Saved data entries
* * * * *

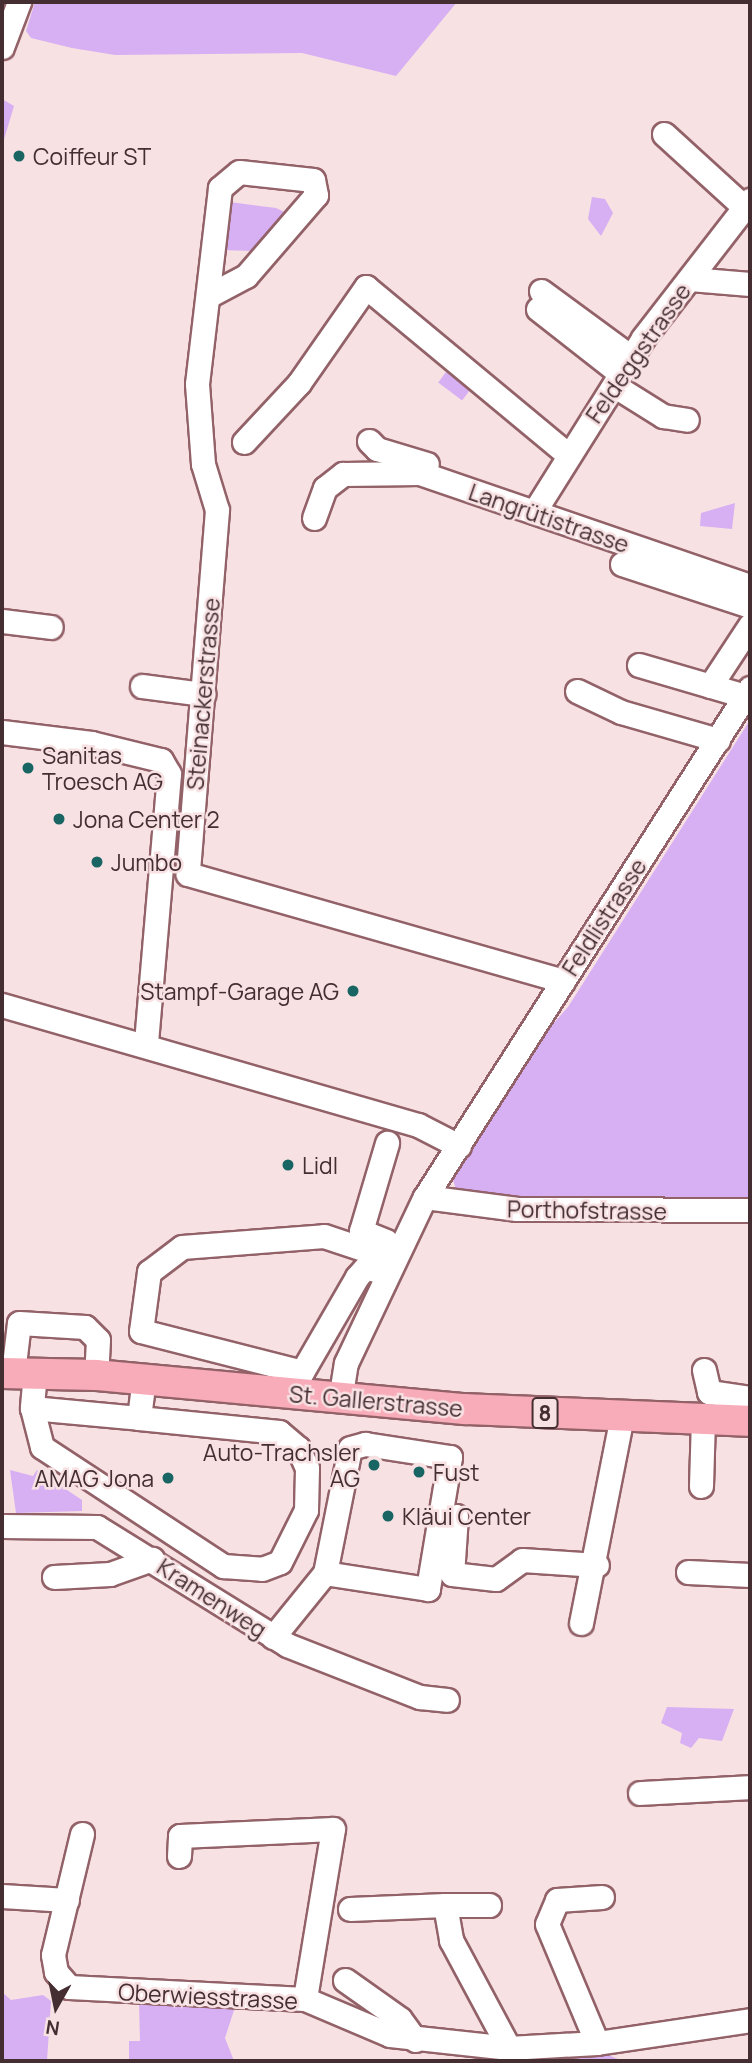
<!DOCTYPE html>
<html>
<head>
<meta charset="utf-8">
<style>
  body { margin:0 }
  #map { position:relative; width:752px; height:2063px; overflow:hidden; background:#f8e1e3; font-family:Manrope,sans-serif }
  div>[style] { position:absolute }
  [style*='--x'] { left:calc(var(--x)*1px); top:calc(var(--y)*1px); width:calc(var(--w)*1px); rotate:calc(var(--a)*1deg) }
  .green>* { inset:0; background:#d7aff3; transform-origin:0 0 }
  .roads { filter:drop-shadow(2px 0 #926268) drop-shadow(-2px 0 #926268) drop-shadow(0 2px #926268) drop-shadow(0 -2px #926268) }
  .minor>* { height:23px; margin:-11.5px; padding:0 11.5px; transform-origin:11.5px; border-radius:11.5px; background:#fff }
  .major>* { height:30px; margin:-15px; padding:0 15px; transform-origin:15px; border-radius:15px; background:#f8abb8 }
  .dots>* { width:19px; height:19px; translate:-50% -50%; box-sizing:border-box; border:4px solid #f8e1e3; border-radius:50% }
  span { translate:-50% -50%; white-space:nowrap; text-align:center; line-height:1.15; -webkit-text-stroke:5px #f8e1e3; paint-order:stroke }
  .shield-label span { padding:2px 5px; background:#f8e1e3; border:2px solid; border-radius:5px; -webkit-text-stroke-width:0 }
  .shield-label { font-size:21px; color:#442e31; font-weight:700 }
  .poi-label { font-size:23px; color:#442e31 }
  .left { translate:0 -50%; text-align:left }
  .right { translate:-100% -50%; text-align:right }
  .street-label { font-size:23px; color:#442e31 }
  .frame { position:absolute; inset:0; border:4px solid #442e31; pointer-events:none }
  .north { position:absolute; left:21px; top:1972px; width:70px; height:70px; -webkit-text-stroke:5px #f8e1e3; paint-order:stroke; rotate:189deg; font-size:19px; font-weight:700; line-height:28px; text-align:center; color:#442e31 }
  .north::after { content:''; display:block; margin:auto; width:24px; height:32px; background:#442e31; clip-path:polygon(50% 0,100% 100%,50% 72%,0 100%) }
</style>
</head>
<body>
<div id="map">
  <div class="green">
    <div style="clip-path:polygon(35px 2px,457px 2px,396px 76px,302px 53px,115px 55px,72px 48px,31px 38px,26px 31px)"></div>
    <div style="clip-path:polygon(2px 99px,14px 106px,2px 146px)"></div>
    <div style="clip-path:polygon(592px 197px,605px 199px,613px 213px,601px 236px,588px 219px)"></div>
    <div style="clip-path:polygon(230px 202px,276px 208px,293px 216px,255px 251px,218px 250px)"></div>
    <div style="left:446px;top:372px;width:30px;height:13px;rotate:37deg"></div>
    <div style="clip-path:polygon(735px 503px,732px 529px,700px 526px,701px 513px)"></div>
    <div style="clip-path:polygon(750px 720px,750px 1199px,549px 1204px,457px 1192px,453px 1180px,539px 1040px,568px 1007px)"></div>
    <div style="clip-path:polygon(10px 1470px,33px 1476px,37px 1470px,82px 1500px,82px 1511px,16px 1513px)"></div>
    <div style="clip-path:polygon(667px 1707px,734px 1709px,722px 1741px,699px 1738px,691px 1748px,680px 1743px,682px 1733px,661px 1723px)"></div>
    <div style="clip-path:polygon(2px 1992px,11px 2000px,43px 1995px,51px 2001px,47px 2061px,2px 2061px)"></div>
    <div style="clip-path:polygon(139px 2002px,236px 2004px,225px 2038px,234px 2061px,129px 2061px,129px 2041px,140px 2041px)"></div>
    <div style="clip-path:polygon(603px 2053px,623px 2061px,559px 2061px,559px 2059px)"></div>
  </div>
  <div class="roads">
    <div class="minor">
      <div style="--x:2;--y:47;--w:48;--a:-69.3"></div>
      <div style="--x:664;--y:134;--w:108;--a:42.4"></div>
      <div style="--x:690;--y:279;--w:60;--a:4.8"></div>
      <div style="--x:541;--y:291;--w:112;--a:36.3"></div>
      <div style="--x:208;--y:296;--w:43;--a:-27.8"></div>
      <div style="--x:246;--y:276;--w:107;--a:-49.2"></div>
      <div style="--x:316;--y:195;--w:15;--a:-101"></div>
      <div style="--x:313;--y:180;--w:74;--a:-173.8"></div>
      <div style="--x:239;--y:172;--w:25;--a:140"></div>
      <div style="--x:220;--y:188;--w:197;--a:96.7"></div>
      <div style="--x:197;--y:384;--w:80;--a:85.7"></div>
      <div style="--x:203;--y:464;--w:48;--a:73.1"></div>
      <div style="--x:217;--y:510;--w:365;--a:94.6"></div>
      <div style="--x:188;--y:874;--w:390;--a:15.9"></div>
      <div style="--x:538;--y:309;--w:105;--a:38.1"></div>
      <div style="--x:615;--y:386;--w:57;--a:32"></div>
      <div style="--x:663;--y:416;--w:24;--a:9"></div>
      <div style="--x:369;--y:441;--w:11;--a:45"></div>
      <div style="--x:377;--y:449;--w:52;--a:16.7"></div>
      <div style="--x:244;--y:442;--w:81;--a:-47"></div>
      <div style="--x:299;--y:383;--w:117;--a:-55.1"></div>
      <div style="--x:366;--y:287;--w:263;--a:39.7"></div>
      <div style="--x:534;--y:512;--w:205;--a:-57.9"></div>
      <div style="--x:643;--y:338;--w:175;--a:-52.2"></div>
      <div style="--x:314;--y:518;--w:32;--a:-70"></div>
      <div style="--x:325;--y:488;--w:23;--a:-38"></div>
      <div style="--x:343;--y:474;--w:77;--a:-0.7"></div>
      <div style="--x:420;--y:473;--w:349;--a:18.9"></div>
      <div style="--x:622;--y:564;--w:135;--a:18.2"></div>
      <div style="--x:2;--y:621;--w:49;--a:7"></div>
      <div style="--x:639;--y:665;--w:110;--a:16.3"></div>
      <div style="--x:142;--y:686;--w:62;--a:7.5"></div>
      <div style="--x:710;--y:686;--w:73;--a:-56.7"></div>
      <div style="--x:577;--y:691;--w:49;--a:25.5"></div>
      <div style="--x:621;--y:712;--w:101;--a:16.1"></div>
      <div style="--x:2;--y:732;--w:90;--a:7"></div>
      <div style="--x:91;--y:743;--w:72;--a:13.7"></div>
      <div style="--x:161;--y:760;--w:16;--a:60"></div>
      <div style="--x:169;--y:774;--w:272;--a:94.9"></div>
      <div style="--x:2;--y:1005;--w:433;--a:16.1"></div>
      <div style="--x:418;--y:1125;--w:46;--a:27.1"></div>
      <div style="--x:425;--y:1197;--w:93;--a:7.4"></div>
      <div style="--x:517;--y:1209;--w:233;--a:0.2"></div>
      <div style="--x:386;--y:1241;--w:27;--a:-158"></div>
      <div style="--x:361;--y:1231;--w:92;--a:-73.5"></div>
      <div style="--x:386;--y:1272;--w:21;--a:-169"></div>
      <div style="--x:365;--y:1268;--w:12;--a:132"></div>
      <div style="--x:357;--y:1277;--w:110;--a:120.1"></div>
      <div style="--x:302;--y:1372;--w:166;--a:-165.7"></div>
      <div style="--x:141;--y:1331;--w:60;--a:-82.3"></div>
      <div style="--x:149;--y:1272;--w:41;--a:-37.1"></div>
      <div style="--x:182;--y:1247;--w:142;--a:-4.4"></div>
      <div style="--x:324;--y:1236;--w:73;--a:18.4"></div>
      <div style="--x:704;--y:1370;--w:23;--a:77"></div>
      <div style="--x:709;--y:1392;--w:41;--a:8.3"></div>
      <div style="--x:35;--y:1372;--w:36;--a:95"></div>
      <div style="--x:32;--y:1408;--w:40;--a:75.6"></div>
      <div style="--x:42;--y:1447;--w:217;--a:33.3"></div>
      <div style="--x:223;--y:1566;--w:39;--a:4"></div>
      <div style="--x:262;--y:1569;--w:19;--a:-21"></div>
      <div style="--x:280;--y:1562;--w:58;--a:-63.4"></div>
      <div style="--x:306;--y:1510;--w:42;--a:-88.6"></div>
      <div style="--x:307;--y:1468;--w:22;--a:-114"></div>
      <div style="--x:298;--y:1448;--w:25;--a:-140"></div>
      <div style="--x:279;--y:1432;--w:141;--a:-174.3"></div>
      <div style="--x:139;--y:1418;--w:39;--a:-83"></div>
      <div style="--x:13;--y:1373;--w:50;--a:-83.2"></div>
      <div style="--x:19;--y:1323;--w:66;--a:3.5"></div>
      <div style="--x:85;--y:1327;--w:18;--a:45"></div>
      <div style="--x:98;--y:1340;--w:35;--a:93"></div>
      <div style="--x:340;--y:1400;--w:37;--a:-81"></div>
      <div style="--x:346;--y:1363;--w:184;--a:-64.6"></div>
      <div style="--x:425;--y:1197;--w:604;--a:-57.44"></div>
      <div style="--x:32;--y:1408;--w:107;--a:5.3"></div>
      <div style="--x:701;--y:1486;--w:67;--a:-88.3"></div>
      <div style="--x:456;--y:1516;--w:58;--a:93.9"></div>
      <div style="--x:452;--y:1574;--w:44;--a:6.5"></div>
      <div style="--x:496;--y:1579;--w:32;--a:-36"></div>
      <div style="--x:522;--y:1560;--w:75;--a:3.8"></div>
      <div style="--x:2;--y:1526;--w:95;--a:0.6"></div>
      <div style="--x:97;--y:1527;--w:224;--a:31.8"></div>
      <div style="--x:287;--y:1645;--w:143;--a:21.4"></div>
      <div style="--x:420;--y:1697;--w:27;--a:6"></div>
      <div style="--x:688;--y:1572;--w:62;--a:2.8"></div>
      <div style="--x:54;--y:1577;--w:56;--a:-3.1"></div>
      <div style="--x:110;--y:1574;--w:45;--a:-19.7"></div>
      <div style="--x:581;--y:1623;--w:211;--a:-78.8"></div>
      <div style="--x:273;--y:1637;--w:82;--a:-50.9"></div>
      <div style="--x:325;--y:1573;--w:127;--a:-78.7"></div>
      <div style="--x:350;--y:1448;--w:16;--a:-15"></div>
      <div style="--x:365;--y:1444;--w:86;--a:8.7"></div>
      <div style="--x:450;--y:1457;--w:134;--a:99.5"></div>
      <div style="--x:428;--y:1589;--w:104;--a:-171.2"></div>
      <div style="--x:640;--y:1793;--w:110;--a:-3.1"></div>
      <div style="--x:82;--y:1834;--w:124;--a:103.5"></div>
      <div style="--x:53;--y:1955;--w:17;--a:80"></div>
      <div style="--x:56;--y:1972;--w:20;--a:49"></div>
      <div style="--x:69;--y:1987;--w:236;--a:2.9"></div>
      <div style="--x:305;--y:1999;--w:92;--a:23"></div>
      <div style="--x:390;--y:2035;--w:120;--a:6.2"></div>
      <div style="--x:509;--y:2048;--w:88;--a:-3.3"></div>
      <div style="--x:597;--y:2043;--w:155;--a:-8.5"></div>
      <div style="--x:179;--y:1856;--w:20;--a:-87"></div>
      <div style="--x:180;--y:1836;--w:153;--a:-2.6"></div>
      <div style="--x:333;--y:1829;--w:172;--a:99.4"></div>
      <div style="--x:2;--y:1896;--w:65;--a:3.5"></div>
      <div style="--x:445;--y:1905;--w:44;--a:0"></div>
      <div style="--x:350;--y:1909;--w:95;--a:-2.4"></div>
      <div style="--x:445;--y:1905;--w:36;--a:80"></div>
      <div style="--x:451;--y:1940;--w:123;--a:61.8"></div>
      <div style="--x:345;--y:1980;--w:67;--a:35.3"></div>
      <div style="--x:400;--y:2019;--w:26;--a:54"></div>
      <div style="--x:597;--y:2043;--w:129;--a:-112.8"></div>
      <div style="--x:547;--y:1924;--w:26;--a:-67"></div>
      <div style="--x:557;--y:1900;--w:45;--a:-3.8"></div>
    </div>
    <div class="major">
      <div style="--x:2;--y:1373;--w:94;--a:1.2"></div>
      <div style="--x:96;--y:1375;--w:371;--a:5.3"></div>
      <div style="--x:465;--y:1409;--w:285;--a:2.4"></div>
    </div>
  </div>
  <div class="dots">
    <div style="left:19px;top:156px;background:#186563"></div>
    <div style="left:28px;top:768px;background:#186563"></div>
    <div style="left:59px;top:819px;background:#186563"></div>
    <div style="left:97px;top:862px;background:#186563"></div>
    <div style="left:353px;top:991px;background:#186563"></div>
    <div style="left:288px;top:1165px;background:#186563"></div>
    <div style="left:374px;top:1465px;background:#186563"></div>
    <div style="left:419px;top:1472px;background:#186563"></div>
    <div style="left:168px;top:1478px;background:#186563"></div>
    <div style="left:388px;top:1516px;background:#186563"></div>
  </div>
  <div class="shield-label">
    <span style="left:545px;top:1413px">8</span>
  </div>
  <div class="poi-label">
    <span class="left" style="left:33px;top:156px">Coiffeur ST</span>
    <span class="left" style="left:42px;top:768px">Sanitas<br>Troesch AG</span>
    <span class="left" style="left:73px;top:819px">Jona Center 2</span>
    <span class="left" style="left:111px;top:862px">Jumbo</span>
    <span class="right" style="left:339px;top:991px">Stampf-Garage AG</span>
    <span class="left" style="left:302px;top:1165px">Lidl</span>
    <span class="right" style="left:360px;top:1465px">Auto-Trachsler<br>AG</span>
    <span class="left" style="left:433px;top:1472px">Fust</span>
    <span class="right" style="left:154px;top:1478px">AMAG Jona</span>
    <span class="left" style="left:402px;top:1516px">Kläui Center</span>
  </div>
  <div class="street-label">
    <span style="left:638px;top:353px;rotate:-55deg">Feldeggstrasse</span>
    <span style="left:549px;top:518px;rotate:19deg">Langrütistrasse</span>
    <span style="left:203px;top:694px;rotate:-85deg">Steinackerstrasse</span>
    <span style="left:604px;top:917px;rotate:-57deg">Feldlistrasse</span>
    <span style="left:587px;top:1210px;rotate:1deg">Porthofstrasse</span>
    <span style="left:376px;top:1401px;rotate:5deg">St. Gallerstrasse</span>
    <span style="left:212px;top:1598px;rotate:33deg">Kramenweg</span>
    <span style="left:208px;top:1996px;rotate:3deg">Oberwiesstrasse</span>
  </div>
  <div class="frame"></div>
  <div class="north">N</div>
</div>
</body>
</html>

* * * * *

_Work required:_ Return nothing but the lines running from the start of the data to the line with "inset:0; background:#d7aff3; transform-origin:0", please, both ends included and no pictures.

_Output below:_
<!DOCTYPE html>
<html>
<head>
<meta charset="utf-8">
<style>
  body { margin:0 }
  #map { position:relative; width:752px; height:2063px; overflow:hidden; background:#f8e1e3; font-family:Manrope,sans-serif }
  div>[style] { position:absolute }
  [style*='--x'] { left:calc(var(--x)*1px); top:calc(var(--y)*1px); width:calc(var(--w)*1px); rotate:calc(var(--a)*1deg) }
  .green>* { inset:0; background:#d7aff3; transform-origin:0 0 }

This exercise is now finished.